The Finance Bill passed the Commons on 5 November 1909, but was rejected by the Lords on 30 November; they instead passed a resolution of Lord Lansdowne's stating that they were entitled to oppose the bill as it lacked an electoral mandate. The King was annoyed that his efforts to urge passage of the budget had become public knowledge and had forbidden Knollys, who was an active Liberal peer, from voting for the budget, although Knollys had suggested that this would be a suitable gesture to indicate royal desire to see the budget pass. In December 1909, a proposal to create peers (to give the Liberals a majority in the Lords) or give the prime minister the right to do so was considered "outrageous" by Knollys, who thought the King should abdicate rather than agree to it.

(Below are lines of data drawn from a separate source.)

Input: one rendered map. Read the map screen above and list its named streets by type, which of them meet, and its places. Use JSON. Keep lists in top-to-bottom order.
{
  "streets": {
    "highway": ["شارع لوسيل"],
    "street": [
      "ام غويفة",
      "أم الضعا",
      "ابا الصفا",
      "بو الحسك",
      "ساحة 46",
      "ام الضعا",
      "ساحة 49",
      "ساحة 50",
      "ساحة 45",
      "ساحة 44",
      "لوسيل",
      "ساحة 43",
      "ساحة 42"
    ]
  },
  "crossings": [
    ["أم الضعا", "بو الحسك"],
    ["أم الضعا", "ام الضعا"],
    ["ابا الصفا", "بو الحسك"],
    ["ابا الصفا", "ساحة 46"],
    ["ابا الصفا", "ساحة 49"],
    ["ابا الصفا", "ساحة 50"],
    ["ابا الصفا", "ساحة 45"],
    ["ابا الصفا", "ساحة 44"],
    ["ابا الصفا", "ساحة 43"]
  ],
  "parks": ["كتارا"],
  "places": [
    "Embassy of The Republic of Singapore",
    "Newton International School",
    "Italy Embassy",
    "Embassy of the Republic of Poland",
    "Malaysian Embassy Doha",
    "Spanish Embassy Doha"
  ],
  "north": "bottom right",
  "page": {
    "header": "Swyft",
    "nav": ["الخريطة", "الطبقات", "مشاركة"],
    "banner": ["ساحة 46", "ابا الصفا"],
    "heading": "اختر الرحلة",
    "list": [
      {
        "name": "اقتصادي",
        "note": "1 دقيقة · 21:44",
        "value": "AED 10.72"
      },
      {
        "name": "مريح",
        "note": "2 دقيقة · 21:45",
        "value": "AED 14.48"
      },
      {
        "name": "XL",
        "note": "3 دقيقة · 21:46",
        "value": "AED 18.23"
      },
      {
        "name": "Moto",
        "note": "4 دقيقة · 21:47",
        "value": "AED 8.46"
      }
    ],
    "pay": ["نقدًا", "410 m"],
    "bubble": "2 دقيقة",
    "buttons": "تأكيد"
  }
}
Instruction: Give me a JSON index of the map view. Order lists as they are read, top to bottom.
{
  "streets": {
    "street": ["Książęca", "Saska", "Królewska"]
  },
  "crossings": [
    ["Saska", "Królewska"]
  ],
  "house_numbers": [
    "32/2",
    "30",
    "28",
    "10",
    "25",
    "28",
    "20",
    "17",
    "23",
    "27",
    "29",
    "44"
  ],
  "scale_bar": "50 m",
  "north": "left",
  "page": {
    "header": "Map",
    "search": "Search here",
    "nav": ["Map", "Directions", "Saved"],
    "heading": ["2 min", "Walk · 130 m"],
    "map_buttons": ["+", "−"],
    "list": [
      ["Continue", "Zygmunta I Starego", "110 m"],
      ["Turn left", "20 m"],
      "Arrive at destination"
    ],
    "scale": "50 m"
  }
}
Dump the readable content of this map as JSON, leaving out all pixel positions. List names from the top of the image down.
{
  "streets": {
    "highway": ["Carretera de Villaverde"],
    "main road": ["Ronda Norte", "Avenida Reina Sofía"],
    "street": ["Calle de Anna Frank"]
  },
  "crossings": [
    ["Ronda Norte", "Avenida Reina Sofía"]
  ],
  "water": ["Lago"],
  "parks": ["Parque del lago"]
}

Talk of removing the Lords' veto played a major role in the January 1910 election. Early in the election campaign, Lloyd George talked of "guarantees" and Asquith of "safeguards" that would be necessary before forming another Liberal government, but such talk ceased after the King informed Asquith that he would not be willing to contemplate creating peers until after a second general election. Balfour refused to say whether or not he would be willing to form a Conservative government, but advised the King not to promise to create peers until he had seen the terms of any proposed constitutional change. During the campaign, the leading Conservative Walter Long asked Knollys for permission to state that the King did not favour Irish Home Rule, but Knollys refused on the grounds that it was not appropriate for the monarch's views to be known in public.

The election resulted in a hung parliament, with the Liberal government dependent on the support of the third-largest party, the nationalist Irish Parliamentary Party. The King suggested a compromise whereby only 50 peers from each side would be allowed to vote, which would also obviate the large Conservative majority in the Lords, but Lord Crewe, Liberal leader in the Lords, advised that this would reduce the Lords' independence, as only peers who were loyal party supporters would be picked. Pressure to remove the Lords' veto now came from the Irish nationalist MPs, who wanted to remove the Lords' ability to block the introduction of Home Rule. They threatened to vote against the budget unless they had their way (an attempt by Lloyd George to win their support by amending whiskey duties was abandoned as the Cabinet felt this would recast the budget too much). Asquith now revealed that there were no "guarantees" for the creation of peers. The Cabinet considered resigning and leaving it up to Balfour to try to form a Conservative government.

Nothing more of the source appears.